Time and time again, real estate agents recommend on getting a pre-approval before shopping for a home in the market. While it is definitely a wise thing to do, should you apply for more than just one pre-approval? Does it entail certain consequences?
Once you have finally made the decision to buy your own home instead of renting, one of the things you need to get done is to search for the best mortgage with best rates and terms. However, Realtor.com noted that while doing so can help you get the most out of your purchase, it can severely affect your credit score.
The publication stated that every time you apply for a pre-approval, the company pulls out your credit score in order to determine if you qualify for the said application. This means that with every application, your credit score is affected, especially if these companies do not pull out your credit score within a month.
The outlet then advised homebuyers to find the right balance between savvy shopping and over shopping. Mortgage adviser Jeremy David Schachter stated that while there is no magic number when it comes to the maximum pre-approval applications one can do, it may be wise to use your discretion when doing so.
Your credit score can be affected as much as 14 points or more every time a company checks your credit. Not only that, these hard pulls and deductions in your credit score can take as long as 90 days.

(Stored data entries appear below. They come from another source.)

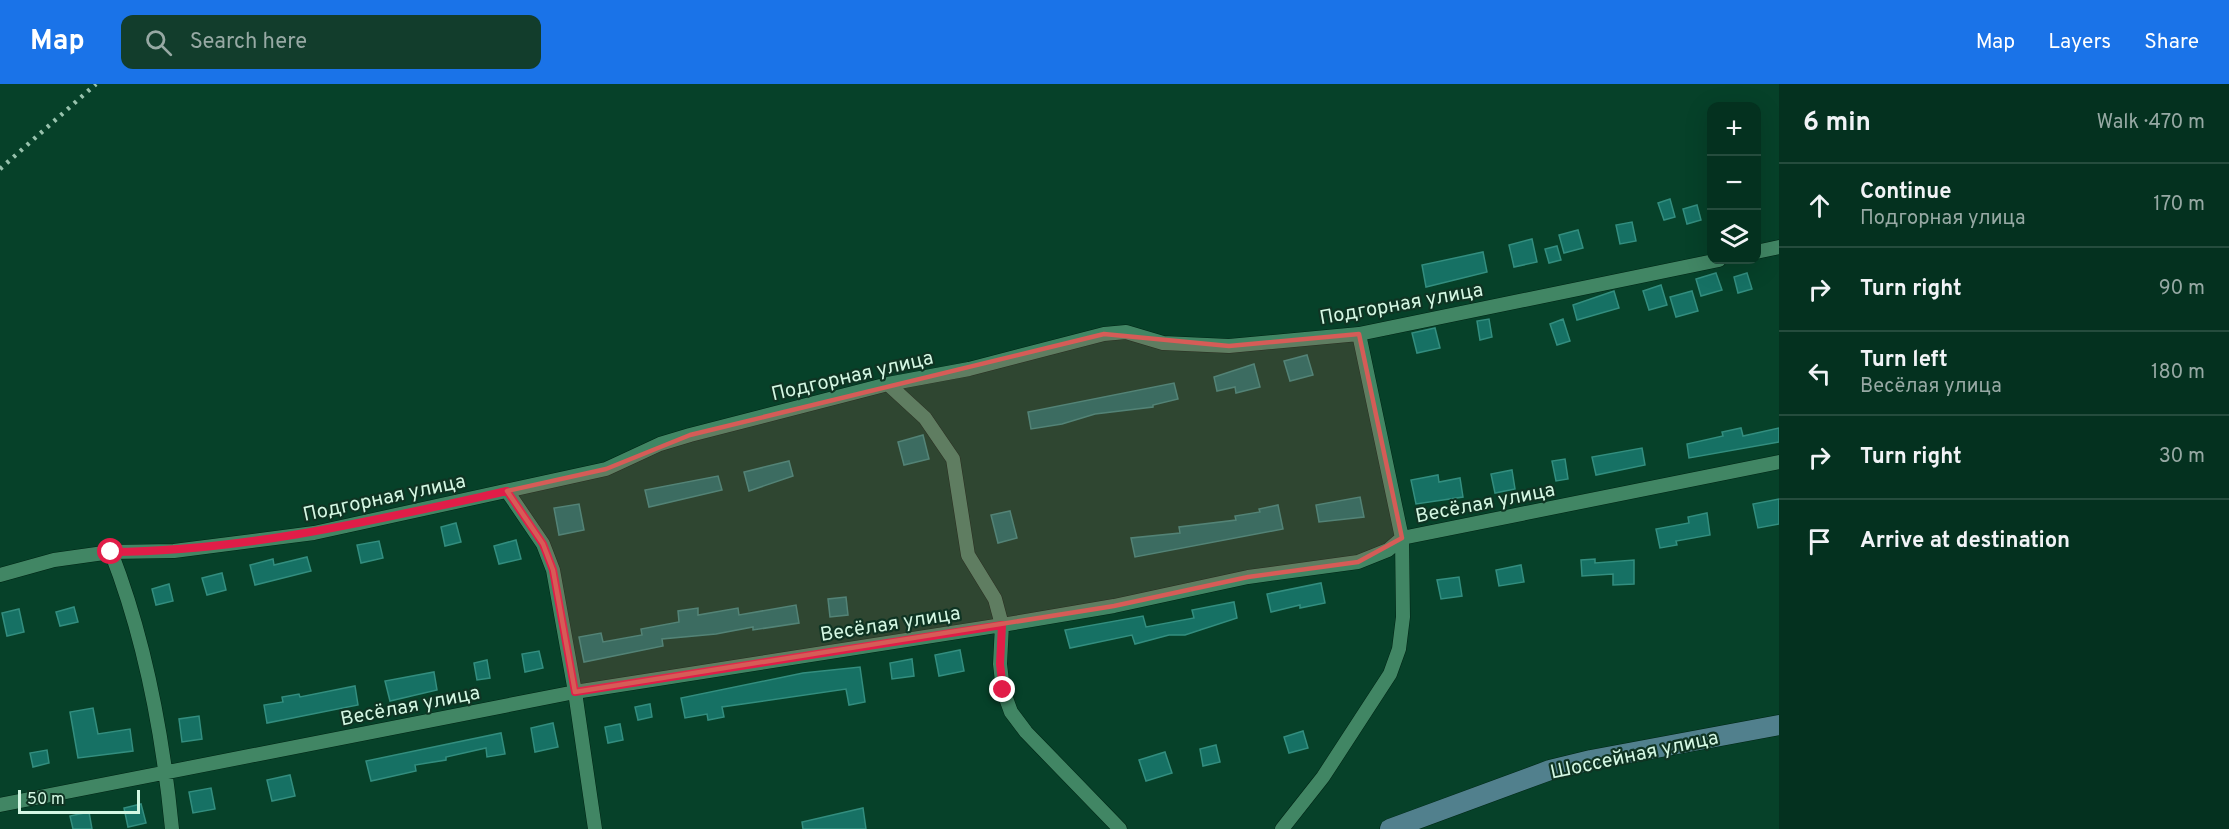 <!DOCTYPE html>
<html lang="en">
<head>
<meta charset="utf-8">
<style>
	body { margin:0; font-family:Overpass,sans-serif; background:#123d2c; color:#f1f3f6 }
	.controls { position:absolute; right:18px; top:18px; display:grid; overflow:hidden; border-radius:12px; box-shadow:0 6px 24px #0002 }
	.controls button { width:54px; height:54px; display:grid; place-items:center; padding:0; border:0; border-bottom:2px solid #254c3d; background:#04311f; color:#f1f3f6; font:30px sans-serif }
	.scale { position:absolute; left:18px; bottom:15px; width:122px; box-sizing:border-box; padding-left:6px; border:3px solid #d4f7e3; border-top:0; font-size:16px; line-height:21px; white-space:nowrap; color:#d4f7e3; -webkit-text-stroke:4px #0f3423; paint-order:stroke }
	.stop { position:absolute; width:18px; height:18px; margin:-14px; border:4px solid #e11d48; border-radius:50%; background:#fff }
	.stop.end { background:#e11d48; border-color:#fff; box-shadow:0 2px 6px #0008 }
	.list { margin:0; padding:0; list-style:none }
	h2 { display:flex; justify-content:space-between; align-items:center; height:78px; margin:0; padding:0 24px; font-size:26px }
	h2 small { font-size:20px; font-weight:400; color:#97a9a4 }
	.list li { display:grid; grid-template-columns:39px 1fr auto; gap:18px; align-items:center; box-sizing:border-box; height:84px; padding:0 24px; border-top:2px solid #254c3d }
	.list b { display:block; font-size:22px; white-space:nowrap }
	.list p { margin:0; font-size:20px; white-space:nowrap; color:#97a9a4 }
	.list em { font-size:20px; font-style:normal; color:#97a9a4 }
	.icon { flex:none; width:33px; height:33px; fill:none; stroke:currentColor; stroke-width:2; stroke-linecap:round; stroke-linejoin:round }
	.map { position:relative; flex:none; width:1779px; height:745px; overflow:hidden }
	header { display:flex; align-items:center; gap:36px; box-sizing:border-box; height:84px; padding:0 30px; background:#1a73e8; color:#fff }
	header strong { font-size:28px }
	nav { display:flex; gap:33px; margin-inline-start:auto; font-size:21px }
	.search { width:420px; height:54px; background:#123d2c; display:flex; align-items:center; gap:15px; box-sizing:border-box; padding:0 21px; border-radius:12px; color:#97a9a4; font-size:22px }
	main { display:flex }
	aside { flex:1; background:#04311f }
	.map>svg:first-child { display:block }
	.building { fill:#167164; stroke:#338e7f; stroke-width:1.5 }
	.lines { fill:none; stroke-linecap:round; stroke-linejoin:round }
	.street-casing { stroke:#002515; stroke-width:15 }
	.secondary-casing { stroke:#002515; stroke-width:21 }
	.street { stroke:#418664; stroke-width:14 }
	.secondary { stroke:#51808d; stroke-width:20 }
	.rail { stroke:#98c2ad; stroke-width:4.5; stroke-dasharray:3 6; stroke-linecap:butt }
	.route { stroke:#e11d48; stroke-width:8 }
	.marked { fill:#d65c57; fill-opacity:0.2; stroke:#d65c57; stroke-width:4.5; stroke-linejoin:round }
	.labels { text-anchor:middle; stroke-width:4.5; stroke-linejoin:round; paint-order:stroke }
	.street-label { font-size:20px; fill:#d4f7e3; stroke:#0f3423 }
</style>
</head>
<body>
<header>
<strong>Map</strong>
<div class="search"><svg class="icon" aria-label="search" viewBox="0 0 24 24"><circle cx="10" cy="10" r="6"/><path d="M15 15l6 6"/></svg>Search here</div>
<nav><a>Map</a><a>Layers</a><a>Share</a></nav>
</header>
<main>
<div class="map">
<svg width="1779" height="745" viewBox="0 0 1779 745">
	<rect width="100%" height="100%" fill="#064129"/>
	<path class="building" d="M1670,115L1675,133L1664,136L1658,119Z
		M1697,121L1701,136L1687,140L1683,125Z
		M1632,138L1636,157L1620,160L1616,141Z
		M1578,146L1583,164L1564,169L1559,151Z
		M1532,155L1537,178L1514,183L1509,161Z
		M1557,162L1561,176L1549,179L1545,165Z
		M1483,168L1487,188L1426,203L1422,181Z
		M1716,189L1722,206L1701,212L1696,195Z
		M1747,189L1752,205L1738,209L1734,193Z
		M1661,201L1667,221L1649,226L1643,207Z
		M1614,207L1619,224L1577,236L1573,221Z
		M1692,207L1698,227L1676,233L1670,213Z
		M1489,235L1492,253L1480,256L1477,237Z
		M1563,235L1570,257L1557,261L1550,240Z
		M1435,244L1440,264L1417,269L1412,249Z
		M1307,271L1313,291L1290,297L1284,277Z
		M1254,280L1260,303L1236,309L1235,303L1217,307L1214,293Z
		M1174,299L1178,315L1153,321V323L1095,330L1062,340L1031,345L1028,328Z
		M1741,344L1743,352L1779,344V358L1689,374L1687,360L1723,352L1722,348Z
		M923,351L929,375L904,381L898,358Z
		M1642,364L1645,381L1596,391L1592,373Z
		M1565,375L1568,395L1556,397L1552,377Z
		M789,377L793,392L749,407L744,388Z
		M1512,386L1515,405L1495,409L1491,390Z
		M1438,391L1439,398L1460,394L1463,413L1416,420L1411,396Z
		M718,392L722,406L649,423L645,406Z
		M1360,413L1364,433L1319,438L1316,421Z
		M1779,415V440L1758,444L1753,420Z
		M579,420L584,446L559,451L554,424Z
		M1278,421L1283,445L1135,473L1131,454L1180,449L1179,443L1236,436L1235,432L1260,428L1259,425Z
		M1010,427L1017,454L998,459L991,431Z
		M1707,429L1710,451L1676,457L1677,461L1660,464L1656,445L1689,439L1688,433Z
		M456,439L461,458L445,462L441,443Z
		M516,456L521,475L499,480L494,462Z
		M379,457L383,474L361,479L357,461Z
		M307,473L311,487L255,501L250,481L273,475L274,481Z
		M1595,475V479L1634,476V500L1613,501V490L1582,492L1581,476Z
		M1521,481L1524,498L1499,502L1496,486Z
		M222,489L226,506L207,511L202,494Z
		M1459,493L1462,512L1441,515L1437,496Z
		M1321,499L1325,519L1300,524V521L1271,528L1267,510Z
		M169,500L173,517L156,521L152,505Z
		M846,513L848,531L830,533L828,515Z
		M1234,518L1237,534L1185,551H1169L1135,560L1132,551L1070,564L1065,546L1143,532L1146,543L1194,534L1192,526Z
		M796,521L799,539L753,546V543L716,550L662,555L663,562L584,578L579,553L601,549L603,558L642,551L641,545L679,538L678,527L698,524V531L738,524L739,531Z
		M74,523L78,538L60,542L56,528Z
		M19,525L24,548L7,552L2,529Z
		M960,566L964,587L939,592L935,571Z
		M539,567L543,584L525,588L522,570Z
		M912,575L914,592L892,595L890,579Z
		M487,576L490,594L477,596L474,579Z
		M860,583L865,618L849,621L846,605L722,623L724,633L708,636L707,630L685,634L681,614L803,589Z
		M434,588L437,606L390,617L385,597Z
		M355,602L358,621L267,639L264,621L283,618L282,613L299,610L300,613Z
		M650,620L652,633L638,636L635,623Z
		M93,624L98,650L130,645L133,667L78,674L70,628Z
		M199,632L202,655L182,658L179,635Z
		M553,639L558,663L535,668L531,644Z
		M620,640L623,656L608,659L605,643Z
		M1303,647L1308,664L1289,669L1284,653Z
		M501,649L505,670L487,673L486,664L446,673V676L415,681L416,687L371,697L366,677Z
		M1216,661L1220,678L1203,682L1200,665Z
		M47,666L49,679L33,683L30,669Z
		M1165,668L1172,689L1146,697L1139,676Z
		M290,691L295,712L272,717L267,696Z
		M211,704L215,725L193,729L189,708Z
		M141,720L146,739L128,743L124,724Z
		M863,724L866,745H803L802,738Z
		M89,728L92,745H73L70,732Z"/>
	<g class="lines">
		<g class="street-casing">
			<path id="street" d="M1756,168L1779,163
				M888,300L925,334L953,375L968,471L995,515L1002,541L1000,580L1003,606L1011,628L1026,648L1120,745
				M507,407L543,460L553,486L575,608L595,745
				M111,468C145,555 163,652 172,745
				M0,491L54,476L111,468L174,467L314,449L606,385L660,360L690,351L888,300L969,285L1104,250L1126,248L1163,259L1229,262L1359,250L1719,176
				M0,721L575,608L1002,541L1114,522L1248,493L1358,478L1388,466L1402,454L1779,378
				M1282,745L1323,693L1390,590L1399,565L1403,533L1402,454L1359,250"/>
		</g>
		<g class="secondary-casing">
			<path id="secondary" d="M1390,745L1550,686L1591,676L1779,641"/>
		</g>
		<use href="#street" class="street"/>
		<use href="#secondary" class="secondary"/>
		<path class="rail" d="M0,85L96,0"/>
	</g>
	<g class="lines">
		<path class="route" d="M111,468C246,467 376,436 507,407L543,460L553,486L575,608L1002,541L1000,580L1003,606"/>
	</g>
	<path class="marked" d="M1104,250L1229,262L1359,250L1402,454L1358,478L1248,493L1114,522L575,608L553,486L543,460L507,407L606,385L690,351Z"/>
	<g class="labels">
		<g class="street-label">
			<text transform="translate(1401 219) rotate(-10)" y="7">Подгорная улица</text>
			<text transform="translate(852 291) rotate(-13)" y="7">Подгорная улица</text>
			<text transform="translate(384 413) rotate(-12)" y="7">Подгорная улица</text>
			<text transform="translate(1485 418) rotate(-11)" y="7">Весёлая улица</text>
			<text transform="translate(890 539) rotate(-9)" y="7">Весёлая улица</text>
			<text transform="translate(410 621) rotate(-11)" y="7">Весёлая улица</text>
			<text transform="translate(1634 670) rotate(-12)" y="7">Шоссейная улица</text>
		</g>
	</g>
</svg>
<div class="controls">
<button>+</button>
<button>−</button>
<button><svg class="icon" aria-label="layers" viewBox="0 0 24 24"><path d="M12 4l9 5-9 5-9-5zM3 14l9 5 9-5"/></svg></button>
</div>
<div class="scale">50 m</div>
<div class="stop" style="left:111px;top:468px"></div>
<div class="stop end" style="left:1003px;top:606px"></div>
</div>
<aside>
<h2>6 min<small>Walk · 470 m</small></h2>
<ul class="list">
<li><svg class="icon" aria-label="ahead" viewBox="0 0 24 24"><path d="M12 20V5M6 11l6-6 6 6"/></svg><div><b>Continue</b><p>Подгорная улица</p></div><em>170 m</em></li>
<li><svg class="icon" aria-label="right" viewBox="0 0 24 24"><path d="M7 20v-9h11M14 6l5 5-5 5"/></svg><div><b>Turn right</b></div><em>90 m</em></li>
<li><svg class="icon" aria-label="left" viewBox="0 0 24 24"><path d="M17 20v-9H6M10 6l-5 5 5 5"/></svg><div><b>Turn left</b><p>Весёлая улица</p></div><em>180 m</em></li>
<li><svg class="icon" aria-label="right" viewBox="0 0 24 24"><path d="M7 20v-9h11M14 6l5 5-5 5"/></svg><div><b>Turn right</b></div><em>30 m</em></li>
<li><svg class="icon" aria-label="arrive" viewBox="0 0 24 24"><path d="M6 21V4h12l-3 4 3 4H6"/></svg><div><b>Arrive at destination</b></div></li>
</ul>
</aside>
</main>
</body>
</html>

If you want to find out the best mortgage for you without letting your credit score take the hit, the outlet advised homebuyers on making sure that the lenders will pull out their credit file within a month in order for that to be counted as a single inquiry.
As previously reported here on Realty Today, getting a pre-qualification and pre-approval before home searching can definitely work to your advantage.
While there are already a couple of buyers, especially investors, who do full cash payments, getting pre-approved will also help increase your chances of getting the house.